For this exercise, return exactly the lines of the material below that begin at the one with "position:absolute; left:21px; top:21px;" and stop after the one with "display:grid; place-items:center; width:70px;".

*Data section:*
══════

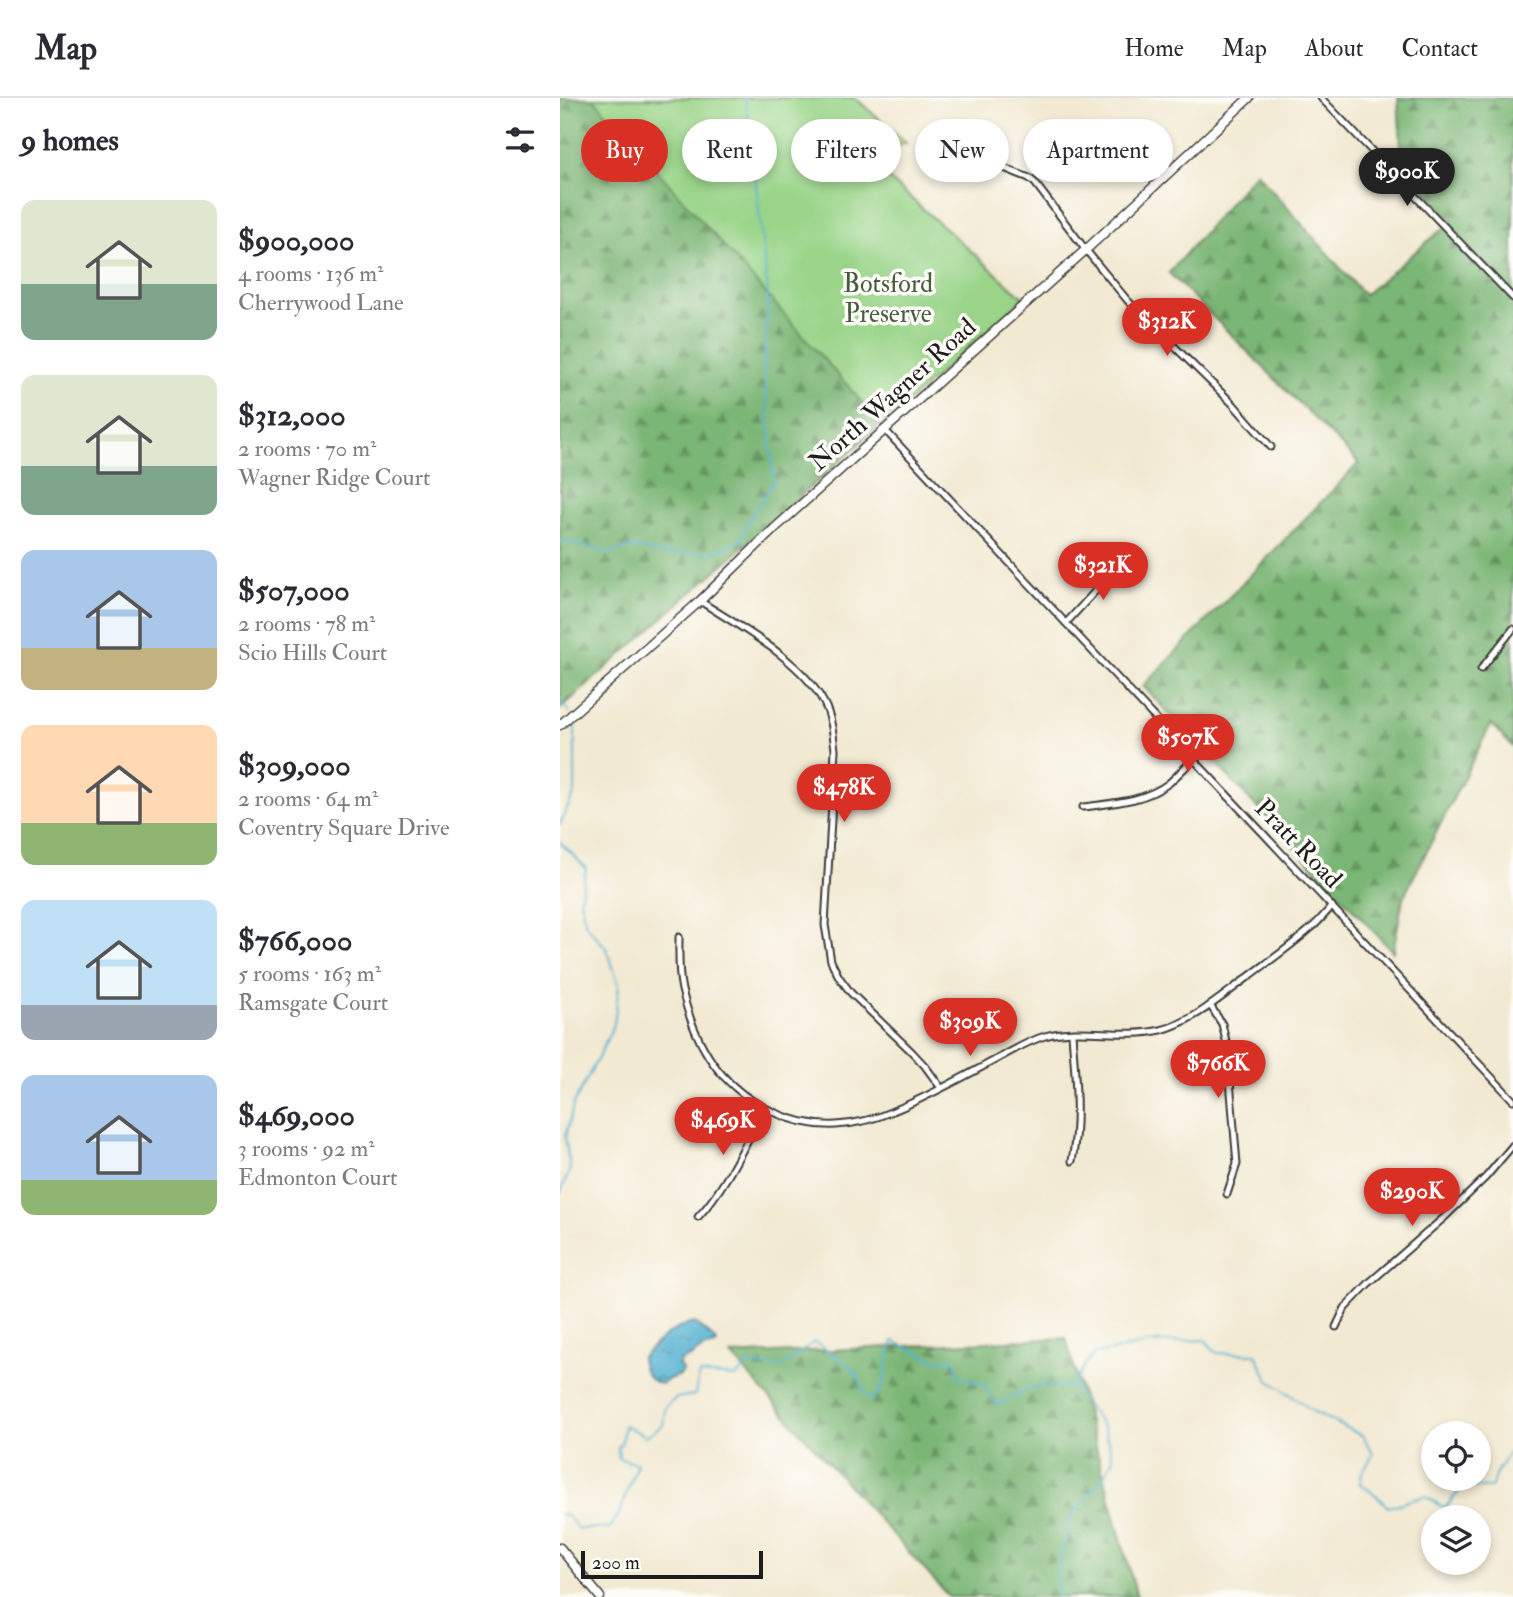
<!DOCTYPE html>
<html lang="en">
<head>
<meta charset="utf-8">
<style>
	:root { --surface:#fff; --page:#f2f2f3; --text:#2b2b33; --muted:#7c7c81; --line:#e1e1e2; --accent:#d93025 }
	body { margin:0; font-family:"IM FELL Double Pica",serif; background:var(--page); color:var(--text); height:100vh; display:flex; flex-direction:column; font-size:26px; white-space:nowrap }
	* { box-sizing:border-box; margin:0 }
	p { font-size:23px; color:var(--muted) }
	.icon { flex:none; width:38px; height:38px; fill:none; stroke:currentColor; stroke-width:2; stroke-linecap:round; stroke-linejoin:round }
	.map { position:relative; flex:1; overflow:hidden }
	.sheet { display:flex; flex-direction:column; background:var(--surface); width:560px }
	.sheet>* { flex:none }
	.hud { position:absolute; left:21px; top:21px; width:665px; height:63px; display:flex; gap:14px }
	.buttons { position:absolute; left:861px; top:1323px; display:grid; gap:14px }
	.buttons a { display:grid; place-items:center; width:70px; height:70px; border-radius:50%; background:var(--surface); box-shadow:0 4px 10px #0003; font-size:35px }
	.scale { position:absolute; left:21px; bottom:18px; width:182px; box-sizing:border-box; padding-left:7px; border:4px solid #1c1c1c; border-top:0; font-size:19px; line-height:24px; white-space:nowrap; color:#1c1c1c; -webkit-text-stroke:5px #fdfcf7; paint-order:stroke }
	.price { position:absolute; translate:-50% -60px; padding:0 16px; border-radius:24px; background:var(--accent); color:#fff; font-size:23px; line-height:46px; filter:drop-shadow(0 2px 4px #0008) }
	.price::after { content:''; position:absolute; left:50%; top:42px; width:21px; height:16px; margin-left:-10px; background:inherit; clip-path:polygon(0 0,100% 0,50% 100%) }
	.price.on { background:#222; color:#fff }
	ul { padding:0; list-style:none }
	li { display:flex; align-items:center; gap:21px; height:175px; padding:0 21px }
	li span { display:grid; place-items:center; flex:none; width:196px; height:140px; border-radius:14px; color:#555 }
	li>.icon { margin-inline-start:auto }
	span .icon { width:84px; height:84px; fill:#fffc; stroke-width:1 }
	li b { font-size:30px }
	h2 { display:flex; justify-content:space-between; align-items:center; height:84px; padding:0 21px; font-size:30px }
	.tag { padding:0 24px; border-radius:32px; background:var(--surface); box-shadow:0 4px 10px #0003; font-size:24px; line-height:63px }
	.tag.on { background:var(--accent); color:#fff }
	header { display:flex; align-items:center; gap:42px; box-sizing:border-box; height:98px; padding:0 35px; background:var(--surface); border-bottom:2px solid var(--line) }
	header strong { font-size:33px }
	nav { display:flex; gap:38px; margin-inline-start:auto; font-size:24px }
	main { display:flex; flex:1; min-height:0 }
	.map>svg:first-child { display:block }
</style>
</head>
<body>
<header>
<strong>Map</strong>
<nav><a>Home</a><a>Map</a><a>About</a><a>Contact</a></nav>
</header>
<main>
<section class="sheet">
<h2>9 homes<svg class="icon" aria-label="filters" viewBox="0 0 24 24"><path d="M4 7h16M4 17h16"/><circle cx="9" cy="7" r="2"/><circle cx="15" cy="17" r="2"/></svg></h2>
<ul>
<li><span style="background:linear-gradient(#dfe7d0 60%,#7fa58c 0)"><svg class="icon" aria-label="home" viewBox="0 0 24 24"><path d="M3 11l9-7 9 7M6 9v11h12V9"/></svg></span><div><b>$900,000</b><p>4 rooms · 136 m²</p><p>Cherrywood Lane</p></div></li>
<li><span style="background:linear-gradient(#dfe7d0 65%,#7fa58c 0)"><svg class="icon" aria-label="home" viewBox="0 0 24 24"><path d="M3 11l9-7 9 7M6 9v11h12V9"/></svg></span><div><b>$312,000</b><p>2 rooms · 70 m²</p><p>Wagner Ridge Court</p></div></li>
<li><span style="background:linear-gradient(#a9c7e8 70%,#c2b280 0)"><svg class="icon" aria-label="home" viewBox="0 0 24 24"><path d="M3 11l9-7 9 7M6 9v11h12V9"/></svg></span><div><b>$507,000</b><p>2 rooms · 78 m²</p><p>Scio Hills Court</p></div></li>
<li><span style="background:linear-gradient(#ffd9b3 70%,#8fb573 0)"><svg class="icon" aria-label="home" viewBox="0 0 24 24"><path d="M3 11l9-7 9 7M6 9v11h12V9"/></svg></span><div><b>$309,000</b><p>2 rooms · 64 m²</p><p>Coventry Square Drive</p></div></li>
<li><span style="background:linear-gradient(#bfe0f5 75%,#9aa5b1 0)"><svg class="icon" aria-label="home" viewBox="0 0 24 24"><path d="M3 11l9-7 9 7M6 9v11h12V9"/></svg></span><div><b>$766,000</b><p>5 rooms · 163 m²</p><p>Ramsgate Court</p></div></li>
<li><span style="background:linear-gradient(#a9c7e8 75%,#8fb573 0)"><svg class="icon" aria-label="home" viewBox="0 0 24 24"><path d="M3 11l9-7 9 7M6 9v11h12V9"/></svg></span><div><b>$469,000</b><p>3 rooms · 92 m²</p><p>Edmonton Court</p></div></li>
</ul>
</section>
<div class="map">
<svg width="953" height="1499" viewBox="0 0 953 1499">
	<defs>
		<pattern id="forest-firs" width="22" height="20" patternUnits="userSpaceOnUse" patternTransform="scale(1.75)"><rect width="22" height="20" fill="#7ab674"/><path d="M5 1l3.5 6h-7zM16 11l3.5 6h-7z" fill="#63935e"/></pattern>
		<pattern id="water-ripples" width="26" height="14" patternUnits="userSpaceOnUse" patternTransform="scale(1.75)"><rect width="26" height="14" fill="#54b1d2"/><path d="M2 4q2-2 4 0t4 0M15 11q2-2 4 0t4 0" fill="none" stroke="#458faa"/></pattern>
	</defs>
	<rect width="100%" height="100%" fill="#fdfcf7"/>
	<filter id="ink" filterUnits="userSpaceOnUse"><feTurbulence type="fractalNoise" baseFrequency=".0143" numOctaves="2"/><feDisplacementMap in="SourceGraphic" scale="14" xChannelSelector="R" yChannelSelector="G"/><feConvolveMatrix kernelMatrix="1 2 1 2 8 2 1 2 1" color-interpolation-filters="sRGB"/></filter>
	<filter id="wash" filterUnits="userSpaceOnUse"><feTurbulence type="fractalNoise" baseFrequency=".00686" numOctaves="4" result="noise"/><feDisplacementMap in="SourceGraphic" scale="28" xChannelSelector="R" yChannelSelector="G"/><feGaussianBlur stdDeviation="1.57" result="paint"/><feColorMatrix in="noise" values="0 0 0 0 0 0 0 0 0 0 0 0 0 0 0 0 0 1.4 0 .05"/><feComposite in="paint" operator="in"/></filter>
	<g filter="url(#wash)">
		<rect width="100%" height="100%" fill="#f2e9d2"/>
		<g fill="url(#forest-firs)" stroke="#4b6948" stroke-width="2">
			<polygon points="0,0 295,0 346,45 305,60 464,200 0,611"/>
			<polygon points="838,0 953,0 953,649 931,626 843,800 833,854 583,588 799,365 609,175 696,74 804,197 892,123 842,66"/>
			<polygon points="506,1240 577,1499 389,1499 171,1257"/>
		</g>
		<polygon fill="#99d488" stroke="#5a7852" stroke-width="2" points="33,0 295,0 346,45 305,60 464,200 322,327"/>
		<path fill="url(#water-ripples)" stroke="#386677" stroke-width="2" d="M135 1225C141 1230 153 1239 157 1245L155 1247 143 1250 130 1259 120 1263 119 1268 123 1272C121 1279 118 1278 111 1280 108 1281 105 1284 102 1286 89 1284 82 1273 81 1260 97 1244 113 1228 135 1225Z"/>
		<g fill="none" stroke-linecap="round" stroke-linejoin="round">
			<g stroke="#54b1d2" stroke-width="2">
				<polyline points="0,444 2,442 48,455 72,449 107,456 154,454 182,441 188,423 214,383 204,274 208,198 192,47 185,0"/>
				<polyline points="0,602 10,615"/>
				<polyline points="0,726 15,694 15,632 13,620"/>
				<polyline points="0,744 26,770 20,802 26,827 47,851 59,887 54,926 38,960 14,1005 5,1039 10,1071 0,1096"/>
				<path d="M514 1288 524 1268 535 1256 589 1245 645 1242 657 1255 696 1256 708 1282 734 1299 754 1314 803 1338 813 1356C807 1371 801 1368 800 1386L816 1397 828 1409 865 1398 885 1410 903 1389 931 1390 936 1375 949 1354 953 1355"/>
				<path d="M0 1416 7 1417 18 1431 50 1430 59 1416 77 1366 59 1360 58 1349 62 1344 64 1327 86 1338 103 1327 105 1309 116 1300 135 1297 139 1276 176 1279 188 1267 222 1269 254 1244C268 1253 283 1261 295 1274 304 1284 299 1294 312 1302L324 1285 327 1266 333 1243 374 1262H396L398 1279 423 1286 436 1307 462 1294 483 1287 514 1289"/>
				<polyline points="499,1499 496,1479 511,1419 542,1381 553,1361 544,1330 514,1290"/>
			</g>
		</g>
	</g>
	<g filter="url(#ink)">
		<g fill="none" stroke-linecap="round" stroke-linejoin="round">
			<g stroke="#3c3b37" stroke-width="9">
				<g id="minor">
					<polyline points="761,0 953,200"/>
					<polyline points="413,54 429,64 469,80 475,85 525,151 568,203 673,306 711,349"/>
					<polyline points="324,331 953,1002"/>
					<path d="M140 503C180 529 242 562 264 605 272 620 273 636 275 652L265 827 271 863 279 879 291 895 351 953 365 968 381 990"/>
					<polyline points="506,525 540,488 551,464"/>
					<polyline points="921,571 953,531"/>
					<path d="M523 709C553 705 584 704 609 685 617 678 625 669 633 662"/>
					<path d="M119 839C119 856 118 875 122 892 129 921 140 950 159 973 186 1006 233 1029 276 1027 295 1026 315 1021 333 1013 368 999 403 979 437 961 452 953 468 943 485 938 522 928 563 941 601 932 633 924 661 899 687 880 708 864 730 849 750 831 758 825 765 816 772 808"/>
					<polyline points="650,907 662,926 667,947 677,1066 667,1096"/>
					<path d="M512 935C515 978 520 1020 512 1063"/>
					<path d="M138 1119C167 1088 184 1047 205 1010"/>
					<polyline points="776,1229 785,1210 809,1185 887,1117 926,1079 953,1047"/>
				</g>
			</g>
			<g stroke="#3c3b37" stroke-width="11">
				<g id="secondary">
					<polyline points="0,627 140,503 215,430 530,148 689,0"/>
					<polyline points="0,1450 40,1499"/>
				</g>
			</g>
			<use href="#minor" stroke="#fff" stroke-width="5"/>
			<use href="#secondary" stroke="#fff" stroke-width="8"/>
		</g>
	</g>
	<g text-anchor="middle" stroke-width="7" stroke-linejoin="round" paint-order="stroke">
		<g font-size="26" fill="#485c42" stroke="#fdfcf7">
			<text x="328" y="194">Botsford<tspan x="328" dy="30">Preserve</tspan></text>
		</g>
		<g font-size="26" fill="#1c1c1c" stroke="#fdfcf7">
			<text transform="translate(332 296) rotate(-42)" y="9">North Wagner Road</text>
			<text transform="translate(739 745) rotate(46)" y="9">Pratt Road</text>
		</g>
	</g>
</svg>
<div class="buttons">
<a><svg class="icon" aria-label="locate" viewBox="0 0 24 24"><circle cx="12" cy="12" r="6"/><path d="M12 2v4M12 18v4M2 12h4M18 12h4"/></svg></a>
<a><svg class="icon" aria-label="layers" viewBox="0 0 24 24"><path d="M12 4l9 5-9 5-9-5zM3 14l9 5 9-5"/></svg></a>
</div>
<div class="scale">200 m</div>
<b class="price on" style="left:847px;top:110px">$900K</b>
<b class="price" style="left:607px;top:260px">$312K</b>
<b class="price" style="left:543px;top:504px">$321K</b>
<b class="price" style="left:628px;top:676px">$507K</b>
<b class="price" style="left:284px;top:726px">$478K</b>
<b class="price" style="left:410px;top:960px">$309K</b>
<b class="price" style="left:658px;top:1002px">$766K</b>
<b class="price" style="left:163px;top:1059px">$469K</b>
<b class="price" style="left:852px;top:1130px">$290K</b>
<div class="hud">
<a class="tag on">Buy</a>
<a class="tag">Rent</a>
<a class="tag">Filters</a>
<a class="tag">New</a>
<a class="tag">Apartment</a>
</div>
</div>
</main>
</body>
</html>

══════

*Your solution:*
	.hud { position:absolute; left:21px; top:21px; width:665px; height:63px; display:flex; gap:14px }
	.buttons { position:absolute; left:861px; top:1323px; display:grid; gap:14px }
	.buttons a { display:grid; place-items:center; width:70px; height:70px; border-radius:50%; background:var(--surface); box-shadow:0 4px 10px #0003; font-size:35px }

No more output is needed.